▶ [TRY IT] Give back each entry verbatim.

[Saved entries]
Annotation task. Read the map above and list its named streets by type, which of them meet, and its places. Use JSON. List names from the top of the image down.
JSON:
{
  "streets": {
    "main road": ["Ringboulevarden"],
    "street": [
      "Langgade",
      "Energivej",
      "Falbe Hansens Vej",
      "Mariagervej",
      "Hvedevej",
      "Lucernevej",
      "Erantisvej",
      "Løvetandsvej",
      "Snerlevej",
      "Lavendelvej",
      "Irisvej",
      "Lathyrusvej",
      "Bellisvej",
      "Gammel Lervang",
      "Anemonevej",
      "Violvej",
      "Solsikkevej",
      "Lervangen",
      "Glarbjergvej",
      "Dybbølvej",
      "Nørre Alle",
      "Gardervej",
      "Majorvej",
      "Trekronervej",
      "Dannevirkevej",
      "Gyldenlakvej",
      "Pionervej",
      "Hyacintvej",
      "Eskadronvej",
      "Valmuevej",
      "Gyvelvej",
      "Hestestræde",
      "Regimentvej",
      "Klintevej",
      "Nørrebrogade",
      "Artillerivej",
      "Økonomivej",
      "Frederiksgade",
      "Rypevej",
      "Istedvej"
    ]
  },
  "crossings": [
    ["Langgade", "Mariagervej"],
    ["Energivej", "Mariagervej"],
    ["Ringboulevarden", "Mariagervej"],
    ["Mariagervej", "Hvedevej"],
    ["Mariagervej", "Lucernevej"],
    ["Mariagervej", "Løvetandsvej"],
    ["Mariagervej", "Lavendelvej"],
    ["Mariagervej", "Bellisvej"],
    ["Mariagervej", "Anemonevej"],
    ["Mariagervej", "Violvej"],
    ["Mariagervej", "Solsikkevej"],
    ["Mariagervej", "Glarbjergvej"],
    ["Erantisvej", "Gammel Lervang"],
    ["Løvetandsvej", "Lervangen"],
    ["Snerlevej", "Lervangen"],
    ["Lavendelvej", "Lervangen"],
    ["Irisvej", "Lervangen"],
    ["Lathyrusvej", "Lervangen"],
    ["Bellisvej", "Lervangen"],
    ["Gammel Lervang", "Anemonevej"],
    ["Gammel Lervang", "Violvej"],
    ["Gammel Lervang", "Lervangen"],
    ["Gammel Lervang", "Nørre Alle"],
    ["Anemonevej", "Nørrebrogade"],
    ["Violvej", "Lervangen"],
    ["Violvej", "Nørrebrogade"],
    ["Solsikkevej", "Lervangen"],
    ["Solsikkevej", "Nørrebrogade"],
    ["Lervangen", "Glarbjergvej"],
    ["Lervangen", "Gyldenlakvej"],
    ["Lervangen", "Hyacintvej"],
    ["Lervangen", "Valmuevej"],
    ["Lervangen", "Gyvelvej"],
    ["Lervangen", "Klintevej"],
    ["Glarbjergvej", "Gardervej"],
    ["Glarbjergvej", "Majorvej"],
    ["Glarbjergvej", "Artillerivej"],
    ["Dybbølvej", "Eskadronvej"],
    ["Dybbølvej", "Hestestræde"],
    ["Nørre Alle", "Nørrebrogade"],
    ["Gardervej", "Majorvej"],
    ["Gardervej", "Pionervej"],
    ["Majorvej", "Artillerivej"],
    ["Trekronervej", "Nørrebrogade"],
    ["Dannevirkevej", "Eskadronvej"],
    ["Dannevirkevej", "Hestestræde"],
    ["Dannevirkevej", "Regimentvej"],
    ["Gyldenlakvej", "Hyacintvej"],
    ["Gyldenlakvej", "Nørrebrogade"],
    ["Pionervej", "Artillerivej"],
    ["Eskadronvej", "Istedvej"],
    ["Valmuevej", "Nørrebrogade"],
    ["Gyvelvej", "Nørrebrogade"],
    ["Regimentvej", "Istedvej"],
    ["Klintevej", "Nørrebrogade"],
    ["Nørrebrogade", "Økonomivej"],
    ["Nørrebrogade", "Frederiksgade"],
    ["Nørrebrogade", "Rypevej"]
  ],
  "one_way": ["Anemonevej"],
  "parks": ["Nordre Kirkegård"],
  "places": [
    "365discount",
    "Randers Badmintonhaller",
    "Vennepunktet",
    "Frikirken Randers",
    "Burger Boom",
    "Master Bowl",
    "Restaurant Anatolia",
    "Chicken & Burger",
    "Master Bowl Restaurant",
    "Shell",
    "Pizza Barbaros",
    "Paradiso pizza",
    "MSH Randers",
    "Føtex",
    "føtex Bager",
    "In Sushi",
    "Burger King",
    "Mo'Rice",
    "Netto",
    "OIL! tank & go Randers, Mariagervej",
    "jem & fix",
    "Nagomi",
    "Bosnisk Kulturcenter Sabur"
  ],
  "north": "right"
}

▶ [EXERCISE RESULT]
Annotation task. Read the map above and list its named streets by type, which of them meet, and its places. Use JSON. List names from the top of the image down.
JSON:
{
  "streets": {
    "main road": ["Ringboulevarden"],
    "street": [
      "Langgade",
      "Energivej",
      "Falbe Hansens Vej",
      "Mariagervej",
      "Hvedevej",
      "Lucernevej",
      "Erantisvej",
      "Løvetandsvej",
      "Snerlevej",
      "Lavendelvej",
      "Irisvej",
      "Lathyrusvej",
      "Bellisvej",
      "Gammel Lervang",
      "Anemonevej",
      "Violvej",
      "Solsikkevej",
      "Lervangen",
      "Glarbjergvej",
      "Dybbølvej",
      "Nørre Alle",
      "Gardervej",
      "Majorvej",
      "Trekronervej",
      "Dannevirkevej",
      "Gyldenlakvej",
      "Pionervej",
      "Hyacintvej",
      "Eskadronvej",
      "Valmuevej",
      "Gyvelvej",
      "Hestestræde",
      "Regimentvej",
      "Klintevej",
      "Nørrebrogade",
      "Artillerivej",
      "Økonomivej",
      "Frederiksgade",
      "Rypevej",
      "Istedvej"
    ]
  },
  "crossings": [
    ["Langgade", "Mariagervej"],
    ["Energivej", "Mariagervej"],
    ["Ringboulevarden", "Mariagervej"],
    ["Mariagervej", "Hvedevej"],
    ["Mariagervej", "Lucernevej"],
    ["Mariagervej", "Løvetandsvej"],
    ["Mariagervej", "Lavendelvej"],
    ["Mariagervej", "Bellisvej"],
    ["Mariagervej", "Anemonevej"],
    ["Mariagervej", "Violvej"],
    ["Mariagervej", "Solsikkevej"],
    ["Mariagervej", "Glarbjergvej"],
    ["Erantisvej", "Gammel Lervang"],
    ["Løvetandsvej", "Lervangen"],
    ["Snerlevej", "Lervangen"],
    ["Lavendelvej", "Lervangen"],
    ["Irisvej", "Lervangen"],
    ["Lathyrusvej", "Lervangen"],
    ["Bellisvej", "Lervangen"],
    ["Gammel Lervang", "Anemonevej"],
    ["Gammel Lervang", "Violvej"],
    ["Gammel Lervang", "Lervangen"],
    ["Gammel Lervang", "Nørre Alle"],
    ["Anemonevej", "Nørrebrogade"],
    ["Violvej", "Lervangen"],
    ["Violvej", "Nørrebrogade"],
    ["Solsikkevej", "Lervangen"],
    ["Solsikkevej", "Nørrebrogade"],
    ["Lervangen", "Glarbjergvej"],
    ["Lervangen", "Gyldenlakvej"],
    ["Lervangen", "Hyacintvej"],
    ["Lervangen", "Valmuevej"],
    ["Lervangen", "Gyvelvej"],
    ["Lervangen", "Klintevej"],
    ["Glarbjergvej", "Gardervej"],
    ["Glarbjergvej", "Majorvej"],
    ["Glarbjergvej", "Artillerivej"],
    ["Dybbølvej", "Eskadronvej"],
    ["Dybbølvej", "Hestestræde"],
    ["Nørre Alle", "Nørrebrogade"],
    ["Gardervej", "Majorvej"],
    ["Gardervej", "Pionervej"],
    ["Majorvej", "Artillerivej"],
    ["Trekronervej", "Nørrebrogade"],
    ["Dannevirkevej", "Eskadronvej"],
    ["Dannevirkevej", "Hestestræde"],
    ["Dannevirkevej", "Regimentvej"],
    ["Gyldenlakvej", "Hyacintvej"],
    ["Gyldenlakvej", "Nørrebrogade"],
    ["Pionervej", "Artillerivej"],
    ["Eskadronvej", "Istedvej"],
    ["Valmuevej", "Nørrebrogade"],
    ["Gyvelvej", "Nørrebrogade"],
    ["Regimentvej", "Istedvej"],
    ["Klintevej", "Nørrebrogade"],
    ["Nørrebrogade", "Økonomivej"],
    ["Nørrebrogade", "Frederiksgade"],
    ["Nørrebrogade", "Rypevej"]
  ],
  "one_way": ["Anemonevej"],
  "parks": ["Nordre Kirkegård"],
  "places": [
    "365discount",
    "Randers Badmintonhaller",
    "Vennepunktet",
    "Frikirken Randers",
    "Burger Boom",
    "Master Bowl",
    "Restaurant Anatolia",
    "Chicken & Burger",
    "Master Bowl Restaurant",
    "Shell",
    "Pizza Barbaros",
    "Paradiso pizza",
    "MSH Randers",
    "Føtex",
    "føtex Bager",
    "In Sushi",
    "Burger King",
    "Mo'Rice",
    "Netto",
    "OIL! tank & go Randers, Mariagervej",
    "jem & fix",
    "Nagomi",
    "Bosnisk Kulturcenter Sabur"
  ],
  "north": "right"
}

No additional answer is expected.